California’s version of the statute of frauds is codified in Civil Code section 1624.  Under California law, certain contracts are “invalid, unless they, or some note or memorandum thereof, are in writing and subscribed by the party to be charged or by the party’s agent.”  Cal Civ Code § 1624(a).  The contracts falling within the statute include, inter alia, (i) an agreement that will not be fully performed within one year, (ii) an agreement to loan money or extend credit for non-consumer purposes[1] in an amount greater than $100,000 and (iii) a promise to answer for the debt, default, or miscarriage of another, except in certain instances specified within Civil Code section 2794.

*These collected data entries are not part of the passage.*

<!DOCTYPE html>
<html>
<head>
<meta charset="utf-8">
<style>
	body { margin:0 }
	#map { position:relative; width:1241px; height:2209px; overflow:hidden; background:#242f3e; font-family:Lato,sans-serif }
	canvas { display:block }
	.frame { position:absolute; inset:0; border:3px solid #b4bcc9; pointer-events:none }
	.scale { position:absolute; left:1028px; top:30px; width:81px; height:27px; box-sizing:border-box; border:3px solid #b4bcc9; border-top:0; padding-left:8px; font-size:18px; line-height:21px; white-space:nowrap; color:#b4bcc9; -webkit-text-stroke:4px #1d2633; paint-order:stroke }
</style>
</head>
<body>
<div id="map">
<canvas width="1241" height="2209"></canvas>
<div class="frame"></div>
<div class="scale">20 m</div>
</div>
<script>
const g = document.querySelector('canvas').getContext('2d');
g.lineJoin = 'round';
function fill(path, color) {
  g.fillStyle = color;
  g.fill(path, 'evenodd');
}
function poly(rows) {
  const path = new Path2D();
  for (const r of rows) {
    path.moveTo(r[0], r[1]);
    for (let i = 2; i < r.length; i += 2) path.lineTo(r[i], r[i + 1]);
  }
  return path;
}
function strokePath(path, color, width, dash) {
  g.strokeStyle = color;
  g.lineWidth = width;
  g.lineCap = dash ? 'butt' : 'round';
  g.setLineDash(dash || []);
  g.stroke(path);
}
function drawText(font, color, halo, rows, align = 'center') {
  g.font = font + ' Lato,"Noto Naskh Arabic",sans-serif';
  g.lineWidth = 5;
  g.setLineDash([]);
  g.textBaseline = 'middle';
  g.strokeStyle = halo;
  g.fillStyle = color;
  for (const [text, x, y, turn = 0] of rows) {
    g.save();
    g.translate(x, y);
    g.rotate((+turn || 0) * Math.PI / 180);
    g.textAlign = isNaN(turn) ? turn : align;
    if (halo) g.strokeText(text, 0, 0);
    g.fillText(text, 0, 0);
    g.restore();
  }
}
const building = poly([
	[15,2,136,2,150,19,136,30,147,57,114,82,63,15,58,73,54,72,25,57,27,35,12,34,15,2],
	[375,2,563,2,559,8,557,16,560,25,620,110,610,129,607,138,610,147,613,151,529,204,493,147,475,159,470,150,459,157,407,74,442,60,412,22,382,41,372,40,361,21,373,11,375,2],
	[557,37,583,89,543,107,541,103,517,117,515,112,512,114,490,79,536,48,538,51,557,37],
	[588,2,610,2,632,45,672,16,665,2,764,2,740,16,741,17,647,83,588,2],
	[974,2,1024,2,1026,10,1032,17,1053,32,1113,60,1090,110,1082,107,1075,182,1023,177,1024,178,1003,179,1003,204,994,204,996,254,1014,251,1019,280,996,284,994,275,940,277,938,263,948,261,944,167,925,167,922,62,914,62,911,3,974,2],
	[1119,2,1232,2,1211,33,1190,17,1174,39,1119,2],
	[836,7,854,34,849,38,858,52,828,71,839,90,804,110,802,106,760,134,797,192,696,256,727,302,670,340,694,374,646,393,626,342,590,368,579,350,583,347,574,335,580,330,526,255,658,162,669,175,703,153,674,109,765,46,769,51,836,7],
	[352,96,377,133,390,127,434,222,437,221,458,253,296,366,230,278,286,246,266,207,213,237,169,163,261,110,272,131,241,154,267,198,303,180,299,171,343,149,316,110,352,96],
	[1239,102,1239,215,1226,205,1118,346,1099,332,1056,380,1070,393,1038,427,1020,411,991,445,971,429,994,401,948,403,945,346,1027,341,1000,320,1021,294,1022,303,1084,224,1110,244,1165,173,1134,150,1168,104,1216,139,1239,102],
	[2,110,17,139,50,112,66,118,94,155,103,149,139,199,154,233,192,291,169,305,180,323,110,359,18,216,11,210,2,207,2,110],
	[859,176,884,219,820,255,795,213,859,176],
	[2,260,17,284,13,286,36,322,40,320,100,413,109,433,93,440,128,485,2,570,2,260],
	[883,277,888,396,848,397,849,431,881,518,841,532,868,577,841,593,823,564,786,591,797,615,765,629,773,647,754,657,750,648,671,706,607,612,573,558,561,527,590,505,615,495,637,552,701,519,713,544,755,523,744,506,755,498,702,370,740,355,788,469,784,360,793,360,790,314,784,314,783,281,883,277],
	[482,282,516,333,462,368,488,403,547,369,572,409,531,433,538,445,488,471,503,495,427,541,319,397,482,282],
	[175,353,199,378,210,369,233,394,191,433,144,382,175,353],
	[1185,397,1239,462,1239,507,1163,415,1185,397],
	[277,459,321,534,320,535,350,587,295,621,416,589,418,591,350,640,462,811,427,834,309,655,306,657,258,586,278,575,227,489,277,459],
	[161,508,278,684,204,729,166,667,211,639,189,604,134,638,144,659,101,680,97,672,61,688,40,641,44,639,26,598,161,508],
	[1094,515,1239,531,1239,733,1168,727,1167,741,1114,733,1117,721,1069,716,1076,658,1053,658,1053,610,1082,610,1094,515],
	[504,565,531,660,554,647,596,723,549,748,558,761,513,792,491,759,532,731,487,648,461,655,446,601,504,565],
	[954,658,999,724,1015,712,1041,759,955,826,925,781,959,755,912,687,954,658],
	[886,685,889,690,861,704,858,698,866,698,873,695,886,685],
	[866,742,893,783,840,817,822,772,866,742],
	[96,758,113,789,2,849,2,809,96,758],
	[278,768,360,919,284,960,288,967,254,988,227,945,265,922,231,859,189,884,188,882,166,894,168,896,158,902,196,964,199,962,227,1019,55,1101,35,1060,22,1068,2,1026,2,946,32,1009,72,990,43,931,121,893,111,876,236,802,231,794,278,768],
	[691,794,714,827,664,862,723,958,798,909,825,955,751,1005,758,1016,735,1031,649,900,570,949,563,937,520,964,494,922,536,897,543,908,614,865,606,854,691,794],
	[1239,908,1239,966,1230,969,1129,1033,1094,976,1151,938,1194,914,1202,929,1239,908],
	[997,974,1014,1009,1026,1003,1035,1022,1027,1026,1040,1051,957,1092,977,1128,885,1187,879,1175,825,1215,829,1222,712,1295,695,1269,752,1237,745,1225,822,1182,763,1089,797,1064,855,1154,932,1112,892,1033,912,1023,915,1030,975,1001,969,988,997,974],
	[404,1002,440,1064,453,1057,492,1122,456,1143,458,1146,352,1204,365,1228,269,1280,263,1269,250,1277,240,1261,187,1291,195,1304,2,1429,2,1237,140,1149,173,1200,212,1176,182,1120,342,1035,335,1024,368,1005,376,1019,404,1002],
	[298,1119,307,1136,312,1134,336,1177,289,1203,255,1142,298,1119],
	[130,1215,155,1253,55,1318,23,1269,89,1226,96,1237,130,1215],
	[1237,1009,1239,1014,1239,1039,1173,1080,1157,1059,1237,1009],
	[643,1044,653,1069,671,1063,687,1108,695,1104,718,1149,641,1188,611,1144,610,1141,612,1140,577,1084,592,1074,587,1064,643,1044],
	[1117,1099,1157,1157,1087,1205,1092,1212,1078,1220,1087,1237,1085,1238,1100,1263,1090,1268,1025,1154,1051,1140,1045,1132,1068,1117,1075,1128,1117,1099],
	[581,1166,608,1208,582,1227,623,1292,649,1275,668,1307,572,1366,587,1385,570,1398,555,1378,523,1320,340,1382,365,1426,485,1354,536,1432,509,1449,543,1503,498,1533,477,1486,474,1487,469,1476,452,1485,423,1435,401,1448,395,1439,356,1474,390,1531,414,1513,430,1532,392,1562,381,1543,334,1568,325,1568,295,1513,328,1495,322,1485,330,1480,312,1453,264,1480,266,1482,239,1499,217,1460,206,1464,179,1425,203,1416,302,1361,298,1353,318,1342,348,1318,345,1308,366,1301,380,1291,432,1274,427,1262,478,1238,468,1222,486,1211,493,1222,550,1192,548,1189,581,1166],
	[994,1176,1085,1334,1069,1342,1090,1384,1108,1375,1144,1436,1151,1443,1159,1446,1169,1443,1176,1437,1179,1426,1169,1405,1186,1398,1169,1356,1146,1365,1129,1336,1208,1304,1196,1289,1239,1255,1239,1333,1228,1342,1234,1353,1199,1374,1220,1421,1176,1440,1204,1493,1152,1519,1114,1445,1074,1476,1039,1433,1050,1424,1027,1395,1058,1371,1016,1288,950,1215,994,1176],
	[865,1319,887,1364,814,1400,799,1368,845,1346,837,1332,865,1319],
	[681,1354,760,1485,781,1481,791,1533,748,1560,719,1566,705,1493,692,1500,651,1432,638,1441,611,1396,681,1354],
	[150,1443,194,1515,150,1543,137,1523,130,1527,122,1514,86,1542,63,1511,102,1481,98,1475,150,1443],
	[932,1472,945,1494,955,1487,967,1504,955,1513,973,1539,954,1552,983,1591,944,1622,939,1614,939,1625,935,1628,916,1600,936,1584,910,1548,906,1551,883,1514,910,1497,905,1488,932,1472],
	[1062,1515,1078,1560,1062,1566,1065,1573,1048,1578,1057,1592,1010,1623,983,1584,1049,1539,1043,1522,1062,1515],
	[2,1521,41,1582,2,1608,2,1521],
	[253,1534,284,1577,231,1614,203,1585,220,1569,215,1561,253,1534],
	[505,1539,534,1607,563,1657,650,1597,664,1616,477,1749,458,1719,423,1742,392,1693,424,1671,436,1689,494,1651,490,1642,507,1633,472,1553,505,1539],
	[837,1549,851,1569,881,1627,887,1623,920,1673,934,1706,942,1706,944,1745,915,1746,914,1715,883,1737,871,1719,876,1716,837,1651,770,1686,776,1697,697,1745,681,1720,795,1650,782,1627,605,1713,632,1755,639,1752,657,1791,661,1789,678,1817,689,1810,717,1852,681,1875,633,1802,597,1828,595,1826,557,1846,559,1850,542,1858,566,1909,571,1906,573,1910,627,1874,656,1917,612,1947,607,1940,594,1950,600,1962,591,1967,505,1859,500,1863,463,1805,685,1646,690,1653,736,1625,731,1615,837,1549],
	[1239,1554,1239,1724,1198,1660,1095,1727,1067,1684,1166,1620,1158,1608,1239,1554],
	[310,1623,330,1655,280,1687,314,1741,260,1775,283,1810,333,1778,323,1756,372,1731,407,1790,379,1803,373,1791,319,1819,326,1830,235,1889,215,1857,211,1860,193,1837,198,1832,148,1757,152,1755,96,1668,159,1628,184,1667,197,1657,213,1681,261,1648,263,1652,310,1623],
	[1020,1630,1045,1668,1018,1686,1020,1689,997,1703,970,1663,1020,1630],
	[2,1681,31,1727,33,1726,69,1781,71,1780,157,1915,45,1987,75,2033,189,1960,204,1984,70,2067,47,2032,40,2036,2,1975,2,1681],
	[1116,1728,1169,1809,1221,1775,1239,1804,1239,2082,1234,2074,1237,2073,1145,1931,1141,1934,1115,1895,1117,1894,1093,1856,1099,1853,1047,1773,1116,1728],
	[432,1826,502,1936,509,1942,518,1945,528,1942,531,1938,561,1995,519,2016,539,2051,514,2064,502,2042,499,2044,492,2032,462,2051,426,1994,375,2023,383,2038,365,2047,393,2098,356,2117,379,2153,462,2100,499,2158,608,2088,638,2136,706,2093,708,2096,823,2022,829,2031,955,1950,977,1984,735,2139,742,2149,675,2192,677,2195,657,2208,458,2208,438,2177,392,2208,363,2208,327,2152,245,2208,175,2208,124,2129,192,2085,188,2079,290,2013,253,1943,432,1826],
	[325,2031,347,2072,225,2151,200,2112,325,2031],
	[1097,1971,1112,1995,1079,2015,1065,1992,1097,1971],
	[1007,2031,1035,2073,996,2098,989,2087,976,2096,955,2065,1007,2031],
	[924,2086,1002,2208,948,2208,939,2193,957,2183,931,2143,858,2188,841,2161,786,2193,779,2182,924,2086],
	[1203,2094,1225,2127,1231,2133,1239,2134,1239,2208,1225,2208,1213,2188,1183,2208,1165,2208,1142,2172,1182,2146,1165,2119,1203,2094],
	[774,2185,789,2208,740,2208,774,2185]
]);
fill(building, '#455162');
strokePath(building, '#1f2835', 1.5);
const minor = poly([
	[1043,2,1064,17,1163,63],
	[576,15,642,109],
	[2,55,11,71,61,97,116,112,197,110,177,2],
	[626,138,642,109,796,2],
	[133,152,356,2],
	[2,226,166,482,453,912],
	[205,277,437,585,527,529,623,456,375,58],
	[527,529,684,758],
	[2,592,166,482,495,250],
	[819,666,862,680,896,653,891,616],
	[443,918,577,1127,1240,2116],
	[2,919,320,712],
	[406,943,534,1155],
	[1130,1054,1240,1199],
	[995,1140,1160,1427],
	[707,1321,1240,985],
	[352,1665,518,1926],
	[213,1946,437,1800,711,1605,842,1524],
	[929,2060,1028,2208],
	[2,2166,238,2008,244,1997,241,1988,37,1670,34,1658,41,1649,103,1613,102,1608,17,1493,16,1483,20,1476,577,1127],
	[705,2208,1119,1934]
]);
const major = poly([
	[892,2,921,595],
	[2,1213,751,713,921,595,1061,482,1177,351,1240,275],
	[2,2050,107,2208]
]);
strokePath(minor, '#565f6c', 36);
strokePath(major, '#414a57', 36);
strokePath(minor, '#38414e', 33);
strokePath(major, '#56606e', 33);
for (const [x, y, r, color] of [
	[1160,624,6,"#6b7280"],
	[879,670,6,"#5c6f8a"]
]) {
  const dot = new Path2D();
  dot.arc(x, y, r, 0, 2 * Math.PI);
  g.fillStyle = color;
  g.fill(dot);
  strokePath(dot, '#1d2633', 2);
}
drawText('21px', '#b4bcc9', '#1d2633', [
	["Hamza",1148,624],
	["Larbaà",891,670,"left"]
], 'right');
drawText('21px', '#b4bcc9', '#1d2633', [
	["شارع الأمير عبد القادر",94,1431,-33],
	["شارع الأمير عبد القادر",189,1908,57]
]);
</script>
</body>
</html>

Under Civil Code section 2794, a promise to answer for the debtor, default or miscarriage of another is deemed an original obligation of the promisor and does not need to be in writing in the following instances:

  1. Where the promise is made by one who has received property of another upon an undertaking to apply it pursuant to such promise; or by one who has received a discharge from an obligation in whole or in part, in consideration of such promise;
  2. Where the creditor parts with value, or enters into an obligation, in consideration of the obligation in respect to which the promise is made, in terms or under circumstances such as to render the party making the promise the principal debtor and the person in whose behalf it is made, his surety;
  3. Where the promise, being for an antecedent obligation of another, is made upon the consideration that the party receiving it cancels the antecedent obligation, accepting the new promise as a substitute therefor; or upon the consideration that the party receiving it releases the property of another from a levy, or his person from imprisonment under an execution on a judgment obtained upon the antecedent obligation;
  4. Where the promise is upon a consideration beneficial to the promisor, whether moving from either party to the antecedent obligation, or from another person;
  5. Where a factor undertakes, for a commission, to sell merchandise and act as surety in connection with the sale;
  6. Where the holder of an instrument for the payment of money, upon which a third person is or may become liable to him, transfers it in payment of a precedent debt of his own, or for a new consideration, and in connection with such transfer enters into a promise respecting such instrument.

Cal Civ Code § 2794.

Contracts covered by the statute of frauds cannot be modified or renewed by a subsequent oral agreement.  Secrest v. Security National Mortgage Loan Trust 2002-2, 167 Cal. App. 4th 544, 553 (Cal. App. 4th Dist. 2008) (“An agreement to modify a contract that is subject to the statute of frauds is also subject to the statute of frauds.”).  However, under certain conditions, the doctrine of promissory estoppel can provide an exception to the enforcement of the statute of frauds.  A party to an oral contract that falls within the statute may be estopped from asserting the statute of frauds as a defense to enforcement of the agreement where the other party to the contract partially performed and materially changed position in reliance on the agreement.  Anderson v. Stansbury, 38 Cal. 2d 707, 715 (Cal. 1952) (“Before a party can be estopped to assert the statute due to the other’s part performance, it must appear that a sufficient change of position has occurred so that the application of the statutory bar would result in an unjust and unconscionable loss, amounting in effect to a fraud.”).